Jakiś czas temu kupiłem figurkę z gry Burning of Prospero. Bardzo podoba mi się jej dynamiczna poza i szczegółowa rzeźba. W związku z tym figurkę malowało się długo, ale bardzo przyjemnie. Miałem tutaj możliwość pobawienia się odcieniami szarości i dalszego poćwiczenia z malowaniem złota techniką TMM według wskazówek Painting Buddha.
Muszę przyznać, że jestem bardzo zadowolony z tego malowania, chyba najładniejsza z moich figurek :).
Muszę przyznać, że jestem bardzo zadowolony z tego malowania, chyba najładniejsza z moich figurek :).
Mały spis farbek, których użyłem.
Kościste elementy malowałem dość szybko. Jako bazę użyłem farbki Vallejo Dark Sand (można też użyć Skeleton Bone od Army Paintera). Następnie washowanie Strong Tonem z Sepia Ink (3:1) i rozjaśnienia : 1. Dark Sand, 2. Ivory.
Jeżeli chodzi o kolor pancerza, to tutaj miałem więcej zabawy. Było trochę shadow of gray, no ale nie pięćdziesiąt. Za bazę posłużyła mi farbka Dark Grey. Potem mały wash Nuln Oil albo Dark Tone.

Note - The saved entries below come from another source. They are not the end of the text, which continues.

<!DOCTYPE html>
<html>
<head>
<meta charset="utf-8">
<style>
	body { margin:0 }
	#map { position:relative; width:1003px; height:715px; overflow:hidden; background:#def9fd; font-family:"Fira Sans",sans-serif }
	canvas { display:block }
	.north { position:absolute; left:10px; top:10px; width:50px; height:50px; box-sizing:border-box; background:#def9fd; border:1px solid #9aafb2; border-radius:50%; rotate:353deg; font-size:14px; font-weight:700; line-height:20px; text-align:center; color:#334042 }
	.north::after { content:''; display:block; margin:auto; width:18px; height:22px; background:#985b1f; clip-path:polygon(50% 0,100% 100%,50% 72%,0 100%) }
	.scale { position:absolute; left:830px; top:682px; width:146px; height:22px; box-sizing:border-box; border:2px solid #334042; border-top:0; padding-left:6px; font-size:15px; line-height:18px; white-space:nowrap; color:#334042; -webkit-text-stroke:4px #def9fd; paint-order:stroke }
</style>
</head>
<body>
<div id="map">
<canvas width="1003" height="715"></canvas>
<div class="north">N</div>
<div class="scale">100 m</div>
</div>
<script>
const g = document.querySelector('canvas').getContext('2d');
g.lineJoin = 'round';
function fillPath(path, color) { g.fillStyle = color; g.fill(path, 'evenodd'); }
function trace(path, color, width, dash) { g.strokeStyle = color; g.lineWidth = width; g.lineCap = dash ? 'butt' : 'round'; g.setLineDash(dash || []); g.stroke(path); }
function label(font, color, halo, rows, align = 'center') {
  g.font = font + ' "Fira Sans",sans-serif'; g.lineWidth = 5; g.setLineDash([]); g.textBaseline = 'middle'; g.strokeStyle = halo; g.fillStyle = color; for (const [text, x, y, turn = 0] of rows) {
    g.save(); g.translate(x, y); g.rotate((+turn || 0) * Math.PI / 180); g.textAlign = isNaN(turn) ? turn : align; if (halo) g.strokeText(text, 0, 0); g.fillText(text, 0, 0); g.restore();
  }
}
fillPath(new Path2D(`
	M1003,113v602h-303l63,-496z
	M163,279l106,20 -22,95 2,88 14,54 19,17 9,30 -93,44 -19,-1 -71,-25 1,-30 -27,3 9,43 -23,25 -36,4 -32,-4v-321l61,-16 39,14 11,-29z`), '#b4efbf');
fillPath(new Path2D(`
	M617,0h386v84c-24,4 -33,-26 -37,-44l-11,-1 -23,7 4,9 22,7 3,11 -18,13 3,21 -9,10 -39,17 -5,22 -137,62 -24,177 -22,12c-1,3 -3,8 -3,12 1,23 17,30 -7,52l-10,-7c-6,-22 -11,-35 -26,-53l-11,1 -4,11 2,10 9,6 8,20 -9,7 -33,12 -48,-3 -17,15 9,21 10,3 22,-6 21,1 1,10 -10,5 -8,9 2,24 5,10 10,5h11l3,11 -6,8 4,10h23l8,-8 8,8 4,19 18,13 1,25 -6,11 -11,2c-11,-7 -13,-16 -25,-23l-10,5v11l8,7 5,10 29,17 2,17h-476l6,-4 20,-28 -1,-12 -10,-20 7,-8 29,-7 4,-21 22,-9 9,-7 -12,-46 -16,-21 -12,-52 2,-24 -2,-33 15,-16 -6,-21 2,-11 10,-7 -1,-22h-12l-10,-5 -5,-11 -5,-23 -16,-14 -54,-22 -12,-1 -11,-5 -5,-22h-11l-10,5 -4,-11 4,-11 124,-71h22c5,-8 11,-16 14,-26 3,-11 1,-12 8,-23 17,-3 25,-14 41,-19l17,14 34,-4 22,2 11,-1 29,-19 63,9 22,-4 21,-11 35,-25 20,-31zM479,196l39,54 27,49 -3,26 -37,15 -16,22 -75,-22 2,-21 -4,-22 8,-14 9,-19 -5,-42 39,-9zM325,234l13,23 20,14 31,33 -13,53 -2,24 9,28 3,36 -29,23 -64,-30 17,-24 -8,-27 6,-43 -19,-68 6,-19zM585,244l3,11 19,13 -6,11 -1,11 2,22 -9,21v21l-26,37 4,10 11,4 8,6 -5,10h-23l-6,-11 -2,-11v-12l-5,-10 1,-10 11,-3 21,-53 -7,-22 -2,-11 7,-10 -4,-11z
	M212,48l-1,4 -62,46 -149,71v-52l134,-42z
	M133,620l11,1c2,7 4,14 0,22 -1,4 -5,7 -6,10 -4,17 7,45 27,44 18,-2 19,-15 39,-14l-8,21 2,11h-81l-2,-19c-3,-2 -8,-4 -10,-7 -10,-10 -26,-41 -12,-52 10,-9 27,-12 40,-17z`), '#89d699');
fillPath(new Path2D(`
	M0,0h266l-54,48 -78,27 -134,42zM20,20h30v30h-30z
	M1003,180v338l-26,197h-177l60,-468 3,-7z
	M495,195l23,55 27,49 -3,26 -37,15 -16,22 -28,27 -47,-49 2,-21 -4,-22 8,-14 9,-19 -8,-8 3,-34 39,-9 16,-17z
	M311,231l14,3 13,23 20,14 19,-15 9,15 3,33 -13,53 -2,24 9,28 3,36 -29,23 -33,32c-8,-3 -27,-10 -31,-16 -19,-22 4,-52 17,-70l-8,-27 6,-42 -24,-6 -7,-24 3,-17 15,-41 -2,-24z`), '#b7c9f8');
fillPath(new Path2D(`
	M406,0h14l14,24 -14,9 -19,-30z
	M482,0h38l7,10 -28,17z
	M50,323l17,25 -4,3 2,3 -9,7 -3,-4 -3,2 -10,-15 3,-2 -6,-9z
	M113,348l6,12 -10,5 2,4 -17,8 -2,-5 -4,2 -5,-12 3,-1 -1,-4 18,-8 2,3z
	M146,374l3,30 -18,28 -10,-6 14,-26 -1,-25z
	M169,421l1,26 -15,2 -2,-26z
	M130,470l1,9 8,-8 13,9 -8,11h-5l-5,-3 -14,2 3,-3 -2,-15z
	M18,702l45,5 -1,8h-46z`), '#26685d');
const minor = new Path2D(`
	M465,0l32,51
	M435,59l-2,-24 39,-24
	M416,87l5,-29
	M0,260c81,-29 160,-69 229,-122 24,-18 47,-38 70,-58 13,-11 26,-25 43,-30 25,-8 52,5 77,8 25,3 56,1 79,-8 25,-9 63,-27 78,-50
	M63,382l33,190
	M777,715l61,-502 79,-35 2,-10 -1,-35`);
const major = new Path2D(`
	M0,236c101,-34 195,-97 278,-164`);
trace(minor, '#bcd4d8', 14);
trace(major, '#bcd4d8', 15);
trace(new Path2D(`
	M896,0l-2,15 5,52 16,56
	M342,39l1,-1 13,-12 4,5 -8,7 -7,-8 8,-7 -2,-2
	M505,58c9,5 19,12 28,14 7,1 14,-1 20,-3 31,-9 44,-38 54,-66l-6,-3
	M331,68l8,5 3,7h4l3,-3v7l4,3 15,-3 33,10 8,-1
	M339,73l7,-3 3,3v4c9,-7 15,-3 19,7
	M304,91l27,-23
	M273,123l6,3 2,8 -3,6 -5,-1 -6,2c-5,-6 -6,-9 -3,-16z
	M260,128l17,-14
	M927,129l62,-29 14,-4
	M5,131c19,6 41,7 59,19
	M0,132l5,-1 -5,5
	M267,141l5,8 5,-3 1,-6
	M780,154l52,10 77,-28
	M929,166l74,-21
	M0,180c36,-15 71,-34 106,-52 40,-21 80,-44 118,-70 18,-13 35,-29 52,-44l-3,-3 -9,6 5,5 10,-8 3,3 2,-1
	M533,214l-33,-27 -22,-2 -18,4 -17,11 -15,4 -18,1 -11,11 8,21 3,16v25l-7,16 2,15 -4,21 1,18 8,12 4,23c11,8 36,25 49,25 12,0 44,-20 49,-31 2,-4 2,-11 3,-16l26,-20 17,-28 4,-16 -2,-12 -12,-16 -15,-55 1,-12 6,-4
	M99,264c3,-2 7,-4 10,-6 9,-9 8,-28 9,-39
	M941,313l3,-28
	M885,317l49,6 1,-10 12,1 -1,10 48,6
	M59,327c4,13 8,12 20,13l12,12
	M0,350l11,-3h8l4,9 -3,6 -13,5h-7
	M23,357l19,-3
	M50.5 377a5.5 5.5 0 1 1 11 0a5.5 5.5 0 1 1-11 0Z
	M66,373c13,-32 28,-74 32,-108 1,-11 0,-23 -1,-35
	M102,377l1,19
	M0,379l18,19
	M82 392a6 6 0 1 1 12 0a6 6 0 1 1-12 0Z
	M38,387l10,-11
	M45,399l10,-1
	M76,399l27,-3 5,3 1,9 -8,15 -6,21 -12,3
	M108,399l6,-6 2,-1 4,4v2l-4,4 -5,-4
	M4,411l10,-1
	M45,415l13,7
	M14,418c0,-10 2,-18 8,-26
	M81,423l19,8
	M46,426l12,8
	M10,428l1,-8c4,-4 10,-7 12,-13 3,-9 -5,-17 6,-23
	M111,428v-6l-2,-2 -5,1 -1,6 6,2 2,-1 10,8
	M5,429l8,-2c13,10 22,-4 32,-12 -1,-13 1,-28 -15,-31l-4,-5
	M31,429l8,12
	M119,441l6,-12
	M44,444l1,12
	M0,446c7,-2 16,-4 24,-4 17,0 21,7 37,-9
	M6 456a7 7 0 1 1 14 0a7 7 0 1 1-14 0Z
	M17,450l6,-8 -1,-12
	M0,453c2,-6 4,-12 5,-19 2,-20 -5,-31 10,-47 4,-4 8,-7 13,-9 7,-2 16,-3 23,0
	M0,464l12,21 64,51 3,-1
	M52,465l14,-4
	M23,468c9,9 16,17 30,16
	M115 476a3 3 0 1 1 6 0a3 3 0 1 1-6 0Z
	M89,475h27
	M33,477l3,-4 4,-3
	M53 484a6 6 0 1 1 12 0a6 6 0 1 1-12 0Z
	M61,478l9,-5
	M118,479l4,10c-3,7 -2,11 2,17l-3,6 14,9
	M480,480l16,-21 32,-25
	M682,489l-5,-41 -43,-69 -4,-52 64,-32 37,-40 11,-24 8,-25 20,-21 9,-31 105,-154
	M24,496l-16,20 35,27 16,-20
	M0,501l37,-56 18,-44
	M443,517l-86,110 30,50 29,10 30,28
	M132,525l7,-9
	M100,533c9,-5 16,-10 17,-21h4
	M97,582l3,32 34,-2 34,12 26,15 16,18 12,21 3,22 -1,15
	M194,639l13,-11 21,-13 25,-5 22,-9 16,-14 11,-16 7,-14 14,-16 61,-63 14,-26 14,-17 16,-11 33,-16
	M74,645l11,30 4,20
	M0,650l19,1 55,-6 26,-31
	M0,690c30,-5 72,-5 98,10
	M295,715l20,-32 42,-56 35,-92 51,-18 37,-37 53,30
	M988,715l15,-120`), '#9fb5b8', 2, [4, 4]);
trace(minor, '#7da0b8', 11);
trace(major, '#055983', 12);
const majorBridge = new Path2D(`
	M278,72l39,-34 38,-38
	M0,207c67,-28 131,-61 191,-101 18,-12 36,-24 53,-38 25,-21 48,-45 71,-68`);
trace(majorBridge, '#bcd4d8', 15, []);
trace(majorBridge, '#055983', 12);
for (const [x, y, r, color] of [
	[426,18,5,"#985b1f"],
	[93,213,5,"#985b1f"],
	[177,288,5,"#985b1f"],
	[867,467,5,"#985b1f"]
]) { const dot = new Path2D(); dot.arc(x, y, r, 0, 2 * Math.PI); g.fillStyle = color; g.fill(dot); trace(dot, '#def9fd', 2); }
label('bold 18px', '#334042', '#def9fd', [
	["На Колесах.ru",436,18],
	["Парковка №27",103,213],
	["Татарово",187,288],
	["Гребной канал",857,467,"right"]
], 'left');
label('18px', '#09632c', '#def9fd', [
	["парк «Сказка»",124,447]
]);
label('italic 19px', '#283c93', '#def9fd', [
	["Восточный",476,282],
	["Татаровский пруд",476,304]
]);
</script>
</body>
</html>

Potem rozjaśnienia: 1. Dark Gray, 2. Neutral Gray, 3. Ash Gray i to już naprawdę na niewielkich powierzchniach, plus krawędzie. Cienie robiłem farbkami Black Gary i Dark Tone.
Złote elementy to farbka Glorious Gold, którą posłużyłem się też przy rozjaśnieniach mieszająć ją z farbką Shining Silver (AP). Cienie to zasługa farbki Armour Brown.
Włosy. Jako baza farbka Heavy Goldbrown. Potem wash Strong Tone z Sepia Ink, a następnie rozjaśnienia : 1. Heavy Goldbrown, 2. Skeleton Bone (AP), 3. Ivory i to praktycznie tuż przy czole.
Twarz to farbka Beige Red, na którą nałożyłem tradycyjnie wash, taki sam jak wyżej. Rozjaśnienia: 1.Beige Red, 2. Skeleton Bone.
Jeżeli chodzi o bronie, to głównie farbki Dark Sea Blue i Steel Gray. Ben Komets z Painting Buddha się kłania ;).